CEO of Anthropic Dario Amodei attends a working lunch with G7 leaders, G7 outreach partners and global tech CEOs on innovation and AI, during the G7 Summit on June 17, 2026, in Évian-les-Bains, France.

Anthropic sent a letter to the U.S. Senate Committee on Banking, Housing, and Urban Affairs accusing the Chinese tech company Alibaba of "brazenly" and "illicitly" attempting to extract its artificial intelligence capabilities, CNBC confirmed on Wednesday.

The letter, which was addressed to Sen. Tim Scott, R-S.C., and Sen. Elizabeth Warren, D-Mass., on June 10, said Alibaba carried out "the largest known distillation attack on Anthropic to date."

Distillation is an AI training method where a small, less capable model is built using outputs from an existing, stronger model.

Anthropic said operators affiliated with Alibaba and its AI lab carried out 28.8 million exchanges with its models using roughly 25,000 fraudulent accounts between April 22 and June 5, according to the letter, which was viewed by CNBC.

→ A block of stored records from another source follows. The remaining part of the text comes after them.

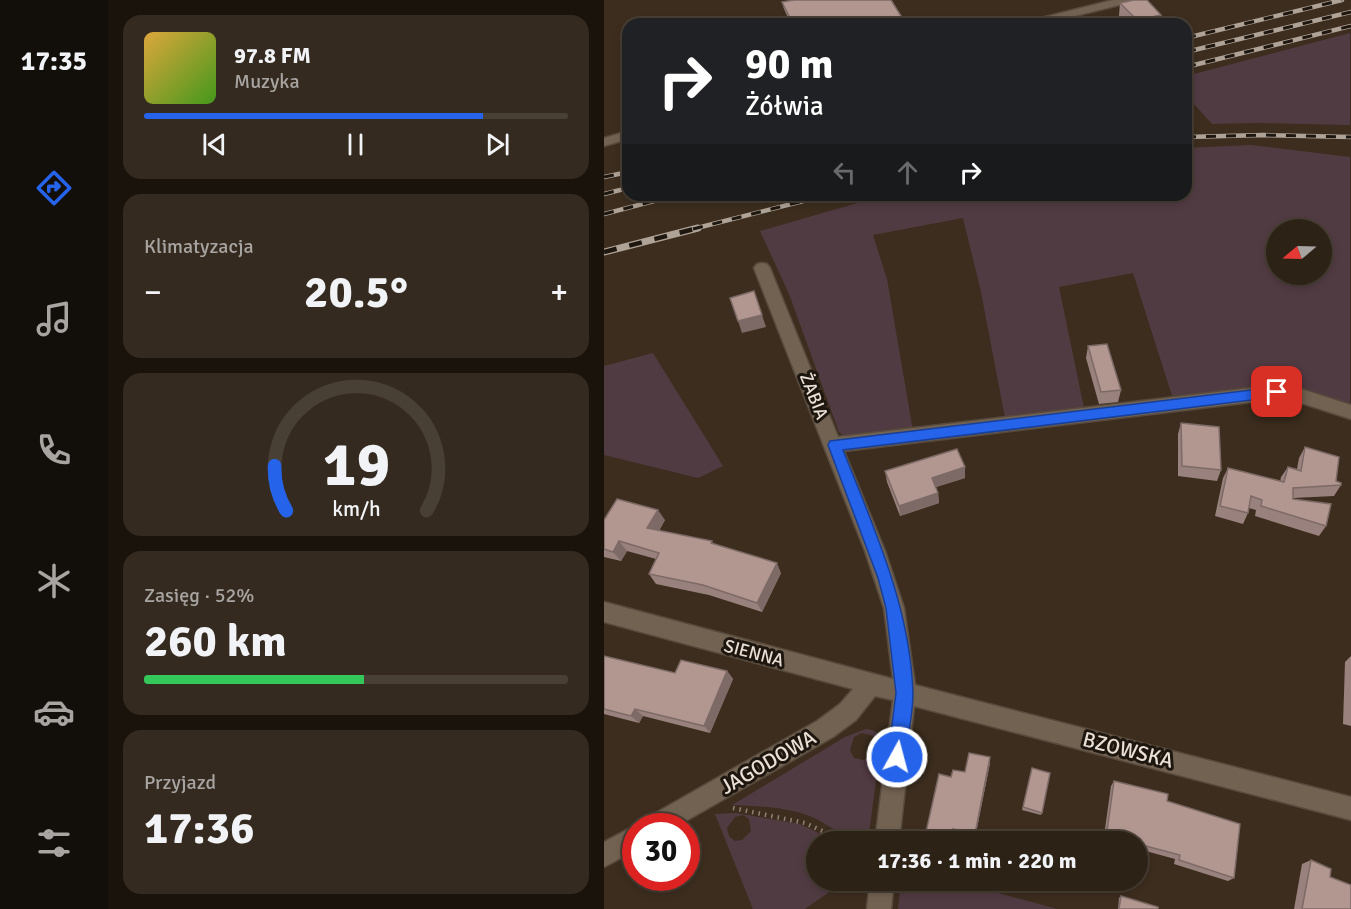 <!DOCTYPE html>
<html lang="pl">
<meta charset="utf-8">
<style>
body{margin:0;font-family:Signika,sans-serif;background:#352a1f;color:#f1f3f6;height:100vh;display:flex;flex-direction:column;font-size:22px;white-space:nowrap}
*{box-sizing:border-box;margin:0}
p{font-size:20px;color:#a7a4a1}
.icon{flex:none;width:33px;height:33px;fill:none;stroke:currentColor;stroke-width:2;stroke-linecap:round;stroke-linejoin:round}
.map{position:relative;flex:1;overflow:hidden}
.details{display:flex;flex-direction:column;gap:15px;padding:15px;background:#19130c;width:496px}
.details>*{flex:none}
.guide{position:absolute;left:18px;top:18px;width:570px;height:183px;border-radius:18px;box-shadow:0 3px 9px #0003,0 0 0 2px #483f35;background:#202124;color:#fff;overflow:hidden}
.needle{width:39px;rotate:251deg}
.controls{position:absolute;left:662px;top:219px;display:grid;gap:12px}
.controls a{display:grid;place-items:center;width:66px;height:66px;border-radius:50%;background:#2d2216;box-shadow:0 3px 9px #0003,0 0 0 2px #483f35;font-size:30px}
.speed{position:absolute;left:18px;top:813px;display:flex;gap:12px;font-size:30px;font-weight:700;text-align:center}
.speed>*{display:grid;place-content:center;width:78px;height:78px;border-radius:50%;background:#2d2216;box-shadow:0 3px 9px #0003,0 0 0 2px #483f35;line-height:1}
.speed .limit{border:9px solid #d22;background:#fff;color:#111}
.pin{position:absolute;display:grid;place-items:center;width:51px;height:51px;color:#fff;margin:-26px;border-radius:12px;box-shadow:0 3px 9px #0006}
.me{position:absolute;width:66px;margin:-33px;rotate:7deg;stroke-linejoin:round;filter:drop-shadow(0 0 4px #0008)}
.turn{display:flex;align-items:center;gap:21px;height:126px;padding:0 24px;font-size:27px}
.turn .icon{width:78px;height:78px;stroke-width:2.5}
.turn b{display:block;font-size:42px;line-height:51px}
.lanes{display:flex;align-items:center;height:57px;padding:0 24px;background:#0003;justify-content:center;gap:30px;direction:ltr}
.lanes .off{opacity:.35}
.big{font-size:45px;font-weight:700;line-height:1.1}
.details .widget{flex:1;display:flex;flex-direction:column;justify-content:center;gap:9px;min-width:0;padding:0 21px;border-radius:18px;background:#352a1f}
.details .dial{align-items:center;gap:0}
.dial svg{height:156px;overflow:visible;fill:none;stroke:#483f35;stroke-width:7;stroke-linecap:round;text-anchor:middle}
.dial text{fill:#f1f3f6;stroke:none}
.song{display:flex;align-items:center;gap:18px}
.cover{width:72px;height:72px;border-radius:9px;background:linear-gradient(135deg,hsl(40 70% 55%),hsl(100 70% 35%))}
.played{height:6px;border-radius:3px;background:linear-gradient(90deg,#2563eb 80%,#483f35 80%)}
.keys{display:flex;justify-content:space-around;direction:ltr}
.heat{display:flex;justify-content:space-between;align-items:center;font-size:33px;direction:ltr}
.charge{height:9px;border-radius:4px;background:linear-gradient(90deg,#34c759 52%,#483f35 0)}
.trip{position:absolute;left:202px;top:831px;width:342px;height:60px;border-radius:30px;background:#2d2216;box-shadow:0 3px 9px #0003,0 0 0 2px #483f35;font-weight:700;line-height:60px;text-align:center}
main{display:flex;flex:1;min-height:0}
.menu{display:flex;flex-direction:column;width:108px;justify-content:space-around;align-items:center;background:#120e09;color:#a7a4a1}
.menu .icon{width:42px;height:42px}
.menu .on{color:#2563eb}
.menu b{font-size:27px;color:#f1f3f6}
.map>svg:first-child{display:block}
.green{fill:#513b42;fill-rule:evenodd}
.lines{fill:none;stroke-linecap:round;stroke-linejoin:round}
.street-casing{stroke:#574a3d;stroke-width:3}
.path{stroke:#8f8376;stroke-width:4.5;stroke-dasharray:1.5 5;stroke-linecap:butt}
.street{fill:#726251;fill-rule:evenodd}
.rail-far1-casing{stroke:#afa397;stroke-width:4.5}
.rail-casing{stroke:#afa397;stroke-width:7}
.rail-far1{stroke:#1e1710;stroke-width:3;stroke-dasharray:10;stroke-linecap:butt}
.rail{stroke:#1e1710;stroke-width:4.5;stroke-dasharray:13;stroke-linecap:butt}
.wall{fill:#99827d}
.shaded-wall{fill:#7d6a66}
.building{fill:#b29791;stroke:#7d6a66;stroke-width:1.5}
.route{fill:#2563eb;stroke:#184099;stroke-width:1.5}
.labels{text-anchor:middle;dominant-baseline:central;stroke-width:6;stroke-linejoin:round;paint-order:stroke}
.street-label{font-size:18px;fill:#eae0d6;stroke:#1e1710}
.near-street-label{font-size:21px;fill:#eae0d6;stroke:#1e1710}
</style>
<main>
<nav class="menu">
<b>17:35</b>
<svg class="icon on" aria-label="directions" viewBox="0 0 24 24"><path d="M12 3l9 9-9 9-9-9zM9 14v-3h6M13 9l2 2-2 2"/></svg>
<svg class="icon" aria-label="music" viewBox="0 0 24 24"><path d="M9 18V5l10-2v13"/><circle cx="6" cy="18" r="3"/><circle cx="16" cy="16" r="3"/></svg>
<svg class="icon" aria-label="phone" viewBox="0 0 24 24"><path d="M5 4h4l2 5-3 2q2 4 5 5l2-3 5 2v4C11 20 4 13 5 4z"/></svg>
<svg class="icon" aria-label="climate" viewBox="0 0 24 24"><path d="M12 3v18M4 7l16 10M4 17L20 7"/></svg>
<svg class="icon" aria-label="car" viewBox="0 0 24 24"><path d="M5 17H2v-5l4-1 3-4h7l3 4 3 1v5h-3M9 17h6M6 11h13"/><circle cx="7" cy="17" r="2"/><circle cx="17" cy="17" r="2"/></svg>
<svg class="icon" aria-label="filters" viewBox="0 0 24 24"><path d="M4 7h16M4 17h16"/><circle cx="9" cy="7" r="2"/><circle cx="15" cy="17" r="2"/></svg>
</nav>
<section class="details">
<div class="widget">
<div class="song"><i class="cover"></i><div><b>97.8 FM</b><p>Muzyka</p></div></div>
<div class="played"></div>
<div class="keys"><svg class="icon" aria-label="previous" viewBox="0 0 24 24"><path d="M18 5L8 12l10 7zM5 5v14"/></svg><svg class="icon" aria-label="pause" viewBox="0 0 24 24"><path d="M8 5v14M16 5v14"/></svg><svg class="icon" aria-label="next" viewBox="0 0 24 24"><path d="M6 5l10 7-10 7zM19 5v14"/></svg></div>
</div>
<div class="widget"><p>Klimatyzacja</p>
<div class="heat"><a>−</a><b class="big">20.5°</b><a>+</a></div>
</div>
<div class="widget dial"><svg viewBox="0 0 100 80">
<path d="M14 69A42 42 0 1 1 86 69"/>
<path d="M14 69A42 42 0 0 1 8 46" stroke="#2563eb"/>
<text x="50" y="56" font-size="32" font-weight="700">19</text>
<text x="50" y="72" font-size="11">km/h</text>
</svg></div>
<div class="widget"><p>Zasięg · 52%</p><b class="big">260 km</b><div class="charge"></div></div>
<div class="widget"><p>Przyjazd</p><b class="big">17:36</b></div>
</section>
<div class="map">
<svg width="747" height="909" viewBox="0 0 747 909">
<rect width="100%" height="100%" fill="#3c2d1e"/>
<!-- green -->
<g class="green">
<path d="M746,33V125L652,123L608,124L582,95V76Z"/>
<path d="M647,145L746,157V404L680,382L569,399L529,273L455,287L480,408L401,418L377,292L359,218L269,235L283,279L309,431L242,438L235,432L185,294L156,231L281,195H582V148ZM672,230H717V274H672Z"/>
<path d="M49,353L119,466L94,478L0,455V366Z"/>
<path d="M262,729C273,730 275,733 277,743L264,841C244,842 226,825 208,817C183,807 154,806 128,805L241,737ZM258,733L270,736L273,745L271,754L259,760L250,758L246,750L250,737Z"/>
<path d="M132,813L196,824L231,841L213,842V880L241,881L201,909H149L111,814ZM139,815L145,819L147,831L138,840L131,841L125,836L123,828L131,817Z"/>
<path d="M297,881H350L453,909H294Z"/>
</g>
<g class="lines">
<!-- street casing -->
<g class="street-casing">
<g id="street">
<path d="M509,0H529L527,2L439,24H419L421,22Z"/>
<path d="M24,131V139L0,146V138Z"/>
<path d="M158,263L163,264L166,268L234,437L673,385L691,387L747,405V419L691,401L673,399L240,451L281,551L300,608L311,685L747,797V820L310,706L295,842H271L289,700L271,696L252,720L229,737L73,826H39L43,818L213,721L236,704L249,689L0,622V602L289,679L280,608L261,551L150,268L153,264Z"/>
<path d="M32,825L35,826H32V850L0,867V842Z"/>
<path d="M266,880H290L287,909H263Z"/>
</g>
</g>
<!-- path -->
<path class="path" d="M129,808L201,823L242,842"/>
<!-- street -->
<use href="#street" class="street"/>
<!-- rail-far1 casing -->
<g class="rail-far1-casing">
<g id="rail-far1">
<path d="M582,38L738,0"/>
<path d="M582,52L747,12"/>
<path d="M582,67L747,26"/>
<path d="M582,137L659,135L747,137"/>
<path d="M0,177L24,172"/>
<path d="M0,194L24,188"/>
<path d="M0,214L73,195"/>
<path d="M89,229L223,195"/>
</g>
</g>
<!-- rail casing -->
<g class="rail-casing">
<path id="rail" d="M0,252L94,228"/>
</g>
<!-- rail-far1 -->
<use href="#rail-far1" class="rail-far1"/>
<!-- rail -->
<use href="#rail" class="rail"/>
</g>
<!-- wall -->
<g class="wall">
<path d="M178,2L302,24H187L180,9Z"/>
<path d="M516,3L557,15L555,24H523L515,16Z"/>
<path d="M484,346L517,390L514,402L495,404L482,358Z"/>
<path d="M577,423L617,470L613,481L574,476V434Z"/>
<path d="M701,447L732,481L737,485L730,496L689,498V499L722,526L715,536L651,516L652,510L645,508L644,513L639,524L611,516L619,478L624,468L676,482L677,477L684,467L693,469L695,458Z"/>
<path d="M361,467V478L332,487L334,493L335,503L296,516L283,482L281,471Z"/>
<path d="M0,520H61L55,531L108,541L109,544L177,573L158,612L105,595L52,584L45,574L52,559L23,551L17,561L0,557Z"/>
<path d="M0,656L71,673L123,671L129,679L106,733L39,716L35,723L0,714Z"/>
<path d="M747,656V726L739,724L741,662Z"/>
<path d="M386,757V763L371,838L350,833L348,842H320L347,777L361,772Z"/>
<path d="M428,768L446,773L437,815L418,810Z"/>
<path d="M510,781L563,801L630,878L624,881L570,864L571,859L538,850L537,856L534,859V842H516V840L500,836L507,786Z"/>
<path d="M707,860L726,877L747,909H690L698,864Z"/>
<path d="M517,896L554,909H514L515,898Z"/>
</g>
<!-- shaded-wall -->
<g class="shaded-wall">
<path d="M557,15L555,24H533V20Z"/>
<path d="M158,315L162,327L138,333L134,321Z"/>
<path d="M361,467V478L329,488L328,478Z"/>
<path d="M334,493L335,503L296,516L295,506Z"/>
<path d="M54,510L61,520L50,538L43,528Z"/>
<path d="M15,541L23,551L17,561L9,552Z"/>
<path d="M173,563L177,573L158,612L153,603Z"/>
<path d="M123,671L129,679L106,733L100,726Z"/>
<path d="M31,709L39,716L35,723L27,716Z"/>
<path d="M386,757V763L371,838V834Z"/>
</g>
<!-- building -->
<g class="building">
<path d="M190,0H287L302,24H189L178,2Z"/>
<path d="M530,0H543L557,15L533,20L516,3Z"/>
<path d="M150,291L158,315L134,321L126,298Z"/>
<path d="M503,344L517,390L497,392L484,346Z"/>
<path d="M577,423L615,427L617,470L578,466Z"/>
<path d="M701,447L735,457L732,481L737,483V485L689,488V499L727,504L722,526L657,506L658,500L647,496L644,513L616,506L624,468L680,482L684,467L697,471Z"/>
<path d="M353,449L361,467L328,478L334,493L295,506L281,471Z"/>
<path d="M13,499L54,510L43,528L108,541L107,543L173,563L153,603L99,585L45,574L55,553L15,541L9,552L0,549V520Z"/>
<path d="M0,656L71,673L77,660L123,671L100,726L31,709L27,716L0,709Z"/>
<path d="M365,753L386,757L371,834L349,829L347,842L320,841L335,774L347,777L349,770L361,772Z"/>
<path d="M428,768L446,773L438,813L419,807Z"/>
<path d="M510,781L564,794L563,801L636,824L630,878L575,860L576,855L538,845L537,856L534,855V842H519L520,836L503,831Z"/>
<path d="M707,860L727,869L726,877L747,885V909H698Z"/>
<path d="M517,896L554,907V909H515Z"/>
</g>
<!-- route -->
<path class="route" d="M673,387L680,392L673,397L239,450C270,529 306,606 309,693C309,713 304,736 301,757L299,763L293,765L287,763L284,757L292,693L282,608L274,578L224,445L226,441Z"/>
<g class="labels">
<!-- street labels -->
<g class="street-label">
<text transform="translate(210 396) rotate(68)">ŻABIA</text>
<text transform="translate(150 653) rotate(15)">SIENNA</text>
</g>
<!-- near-street labels -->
<g class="near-street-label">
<text transform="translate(524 750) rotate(14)">BZOWSKA</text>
<text transform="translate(164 762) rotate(-30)">JAGODOWA</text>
</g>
</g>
</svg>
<div class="controls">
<a><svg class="needle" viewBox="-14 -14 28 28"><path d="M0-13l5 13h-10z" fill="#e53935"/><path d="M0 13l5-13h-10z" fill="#a7a4a1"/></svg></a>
</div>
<div class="speed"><div class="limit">30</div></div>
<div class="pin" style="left:673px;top:392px;background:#d93025"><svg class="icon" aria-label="arrive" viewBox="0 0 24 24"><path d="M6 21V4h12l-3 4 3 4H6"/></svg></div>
<svg class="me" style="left:293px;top:757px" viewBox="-20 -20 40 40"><circle r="17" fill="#2563eb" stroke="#fff" stroke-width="3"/><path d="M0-11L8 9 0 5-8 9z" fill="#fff"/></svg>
<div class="trip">17:36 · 1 min · 220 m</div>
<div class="guide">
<div class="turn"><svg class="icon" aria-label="right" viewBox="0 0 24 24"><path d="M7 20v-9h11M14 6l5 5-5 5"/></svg><div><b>90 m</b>Żółwia</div></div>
<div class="lanes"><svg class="icon off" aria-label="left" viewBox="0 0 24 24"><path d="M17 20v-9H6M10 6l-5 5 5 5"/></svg><svg class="icon off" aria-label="ahead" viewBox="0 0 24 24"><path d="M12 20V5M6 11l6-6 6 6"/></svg><svg class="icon" aria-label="right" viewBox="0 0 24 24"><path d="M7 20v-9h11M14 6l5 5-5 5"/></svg></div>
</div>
</div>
</main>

"We believe combating the threat of illicit distillation requires coordinated action between government and industry, and we will continue working with Congress and the Administration to maintain American AI leadership," an Anthropic spokesperson said in a statement.

A representative for Alibaba did not immediately respond to CNBC's request for comment. Bloomberg was first to report the letter.